ASSIGNMENT -> Go through the data line by line. Copy each one holding the string "body".

**** MATERIAL FOR THIS TASK

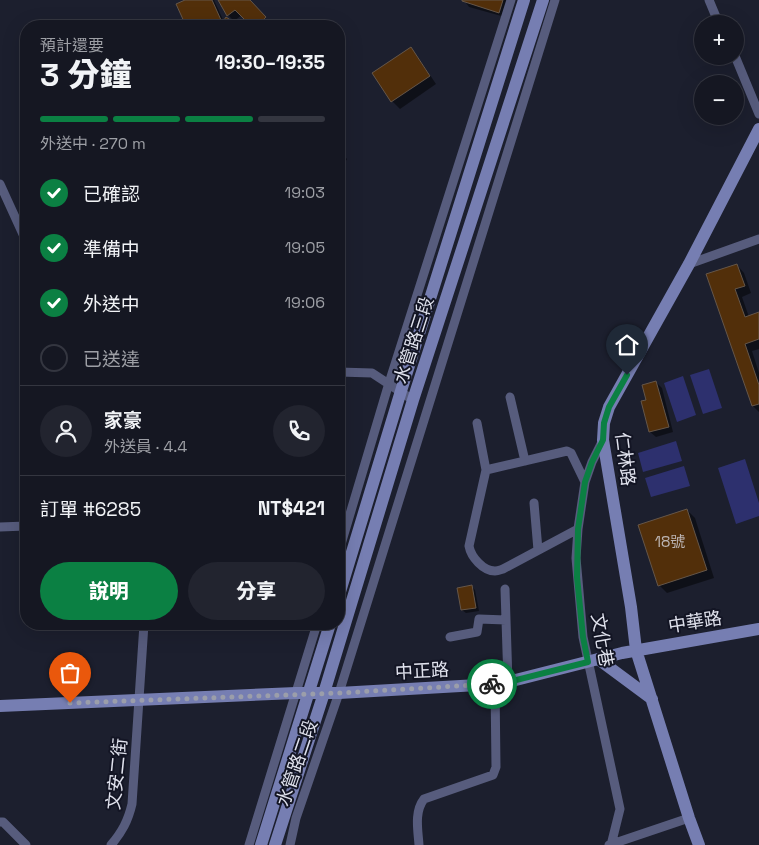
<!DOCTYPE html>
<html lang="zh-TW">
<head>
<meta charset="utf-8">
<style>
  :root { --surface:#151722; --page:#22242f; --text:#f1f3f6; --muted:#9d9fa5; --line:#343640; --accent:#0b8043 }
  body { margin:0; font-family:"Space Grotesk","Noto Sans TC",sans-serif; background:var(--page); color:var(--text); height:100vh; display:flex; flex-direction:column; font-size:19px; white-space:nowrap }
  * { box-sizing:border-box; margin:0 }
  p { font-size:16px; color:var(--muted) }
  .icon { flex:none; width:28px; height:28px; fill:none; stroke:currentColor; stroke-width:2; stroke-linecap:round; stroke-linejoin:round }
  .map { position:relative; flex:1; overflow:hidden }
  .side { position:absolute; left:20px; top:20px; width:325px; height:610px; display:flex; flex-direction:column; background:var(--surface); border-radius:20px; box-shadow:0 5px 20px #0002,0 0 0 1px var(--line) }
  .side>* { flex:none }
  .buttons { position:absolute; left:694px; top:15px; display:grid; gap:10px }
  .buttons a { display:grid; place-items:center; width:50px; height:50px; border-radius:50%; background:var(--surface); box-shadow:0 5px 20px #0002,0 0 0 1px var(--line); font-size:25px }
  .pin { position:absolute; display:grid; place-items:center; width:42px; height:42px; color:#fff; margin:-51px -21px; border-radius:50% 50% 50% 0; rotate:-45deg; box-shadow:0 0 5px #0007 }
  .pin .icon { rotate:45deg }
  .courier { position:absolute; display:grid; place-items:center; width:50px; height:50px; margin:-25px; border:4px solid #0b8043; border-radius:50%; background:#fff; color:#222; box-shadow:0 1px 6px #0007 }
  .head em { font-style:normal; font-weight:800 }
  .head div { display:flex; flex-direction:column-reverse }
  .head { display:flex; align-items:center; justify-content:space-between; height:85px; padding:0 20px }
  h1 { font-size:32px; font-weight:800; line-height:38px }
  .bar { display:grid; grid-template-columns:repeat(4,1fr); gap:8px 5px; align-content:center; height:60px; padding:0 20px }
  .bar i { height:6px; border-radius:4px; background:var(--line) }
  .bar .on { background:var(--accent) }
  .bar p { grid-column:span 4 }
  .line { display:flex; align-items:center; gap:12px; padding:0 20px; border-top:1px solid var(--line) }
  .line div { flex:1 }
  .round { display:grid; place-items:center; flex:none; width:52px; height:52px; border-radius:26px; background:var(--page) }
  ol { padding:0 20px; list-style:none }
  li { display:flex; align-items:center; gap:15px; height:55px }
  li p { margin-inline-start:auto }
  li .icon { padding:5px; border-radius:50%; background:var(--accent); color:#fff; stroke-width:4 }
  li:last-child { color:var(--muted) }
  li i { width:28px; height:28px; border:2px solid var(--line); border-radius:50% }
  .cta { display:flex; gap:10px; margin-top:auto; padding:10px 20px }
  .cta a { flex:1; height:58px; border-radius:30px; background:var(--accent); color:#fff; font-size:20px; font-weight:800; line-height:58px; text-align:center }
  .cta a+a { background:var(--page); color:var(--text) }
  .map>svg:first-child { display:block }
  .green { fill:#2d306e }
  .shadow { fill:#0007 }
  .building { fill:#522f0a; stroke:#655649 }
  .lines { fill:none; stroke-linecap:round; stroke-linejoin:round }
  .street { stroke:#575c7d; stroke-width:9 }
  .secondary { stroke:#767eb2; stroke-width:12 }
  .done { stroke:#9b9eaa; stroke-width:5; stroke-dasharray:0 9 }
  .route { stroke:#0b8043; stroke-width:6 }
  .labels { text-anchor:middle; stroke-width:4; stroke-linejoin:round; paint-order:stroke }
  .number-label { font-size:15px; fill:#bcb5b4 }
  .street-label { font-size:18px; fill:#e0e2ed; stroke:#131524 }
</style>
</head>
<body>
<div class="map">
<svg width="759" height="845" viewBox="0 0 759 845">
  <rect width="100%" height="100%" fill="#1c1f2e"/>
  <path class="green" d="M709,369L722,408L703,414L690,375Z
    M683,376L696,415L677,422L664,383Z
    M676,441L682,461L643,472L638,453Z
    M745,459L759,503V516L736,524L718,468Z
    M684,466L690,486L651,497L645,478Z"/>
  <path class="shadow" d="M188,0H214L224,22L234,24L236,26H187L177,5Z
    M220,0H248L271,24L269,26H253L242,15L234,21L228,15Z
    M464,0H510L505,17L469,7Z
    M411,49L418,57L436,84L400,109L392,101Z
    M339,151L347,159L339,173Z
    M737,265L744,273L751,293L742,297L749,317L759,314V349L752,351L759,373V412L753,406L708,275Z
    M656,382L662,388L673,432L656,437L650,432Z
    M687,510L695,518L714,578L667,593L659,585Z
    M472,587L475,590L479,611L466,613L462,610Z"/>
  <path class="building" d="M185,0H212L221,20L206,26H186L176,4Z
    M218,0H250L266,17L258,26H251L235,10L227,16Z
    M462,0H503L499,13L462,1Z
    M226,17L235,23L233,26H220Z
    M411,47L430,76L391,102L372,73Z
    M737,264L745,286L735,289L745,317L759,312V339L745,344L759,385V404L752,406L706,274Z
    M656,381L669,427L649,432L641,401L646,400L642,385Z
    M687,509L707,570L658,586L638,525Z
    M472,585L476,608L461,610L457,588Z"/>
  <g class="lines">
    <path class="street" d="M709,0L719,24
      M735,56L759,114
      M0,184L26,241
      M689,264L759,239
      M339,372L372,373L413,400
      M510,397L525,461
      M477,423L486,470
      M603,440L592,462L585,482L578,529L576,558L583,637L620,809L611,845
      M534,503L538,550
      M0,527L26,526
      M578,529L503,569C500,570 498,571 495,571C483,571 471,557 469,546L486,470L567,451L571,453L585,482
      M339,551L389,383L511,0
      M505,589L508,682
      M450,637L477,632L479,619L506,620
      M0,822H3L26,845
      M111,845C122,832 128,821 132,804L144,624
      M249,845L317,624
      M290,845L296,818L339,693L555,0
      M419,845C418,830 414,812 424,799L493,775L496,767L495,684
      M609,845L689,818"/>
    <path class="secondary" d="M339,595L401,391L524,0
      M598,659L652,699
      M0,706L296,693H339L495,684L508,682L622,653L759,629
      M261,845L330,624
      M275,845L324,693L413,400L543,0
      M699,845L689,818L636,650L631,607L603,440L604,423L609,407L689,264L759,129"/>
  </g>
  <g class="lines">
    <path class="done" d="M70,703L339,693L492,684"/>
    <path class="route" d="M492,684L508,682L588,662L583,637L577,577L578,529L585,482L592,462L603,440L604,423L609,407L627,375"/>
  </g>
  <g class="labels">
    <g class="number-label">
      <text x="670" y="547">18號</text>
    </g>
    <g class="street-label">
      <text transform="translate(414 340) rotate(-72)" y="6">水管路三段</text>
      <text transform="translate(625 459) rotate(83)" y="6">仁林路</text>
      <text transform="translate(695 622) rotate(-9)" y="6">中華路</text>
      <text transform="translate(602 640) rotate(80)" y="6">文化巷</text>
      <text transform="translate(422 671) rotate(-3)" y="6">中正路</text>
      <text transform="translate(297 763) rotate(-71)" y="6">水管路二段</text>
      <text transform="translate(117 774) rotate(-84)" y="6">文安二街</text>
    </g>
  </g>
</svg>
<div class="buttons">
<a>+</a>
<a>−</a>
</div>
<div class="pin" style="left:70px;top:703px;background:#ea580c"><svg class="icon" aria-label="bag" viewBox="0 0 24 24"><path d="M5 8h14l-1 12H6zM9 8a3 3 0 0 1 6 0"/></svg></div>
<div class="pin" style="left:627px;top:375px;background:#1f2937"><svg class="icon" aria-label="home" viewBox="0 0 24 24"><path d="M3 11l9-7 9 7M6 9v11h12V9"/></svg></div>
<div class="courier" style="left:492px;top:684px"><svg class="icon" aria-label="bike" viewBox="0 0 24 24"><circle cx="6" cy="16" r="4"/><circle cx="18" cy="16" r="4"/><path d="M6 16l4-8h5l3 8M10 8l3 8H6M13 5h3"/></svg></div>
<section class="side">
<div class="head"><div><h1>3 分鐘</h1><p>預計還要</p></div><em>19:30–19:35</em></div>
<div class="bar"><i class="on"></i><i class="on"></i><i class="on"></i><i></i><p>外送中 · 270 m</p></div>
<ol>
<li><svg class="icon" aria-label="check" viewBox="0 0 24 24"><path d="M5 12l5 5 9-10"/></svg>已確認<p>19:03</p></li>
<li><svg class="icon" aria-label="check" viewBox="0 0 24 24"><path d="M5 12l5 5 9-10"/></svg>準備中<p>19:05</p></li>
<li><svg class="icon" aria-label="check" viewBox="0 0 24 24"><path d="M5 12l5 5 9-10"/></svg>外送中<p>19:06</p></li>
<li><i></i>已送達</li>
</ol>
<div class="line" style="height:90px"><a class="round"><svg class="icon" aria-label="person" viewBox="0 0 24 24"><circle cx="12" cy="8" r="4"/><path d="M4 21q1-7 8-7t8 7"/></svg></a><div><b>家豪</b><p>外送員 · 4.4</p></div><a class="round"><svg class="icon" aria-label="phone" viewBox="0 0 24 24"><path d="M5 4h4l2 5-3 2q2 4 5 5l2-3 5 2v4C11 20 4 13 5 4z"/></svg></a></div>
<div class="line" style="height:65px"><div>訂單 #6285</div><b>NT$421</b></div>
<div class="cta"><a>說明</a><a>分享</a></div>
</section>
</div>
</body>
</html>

********

ANSWER SPACE ->
  body { margin:0; font-family:"Space Grotesk","Noto Sans TC",sans-serif; background:var(--page); color:var(--text); height:100vh; display:flex; flex-direction:column; font-size:19px; white-space:nowrap }
<body>
</body>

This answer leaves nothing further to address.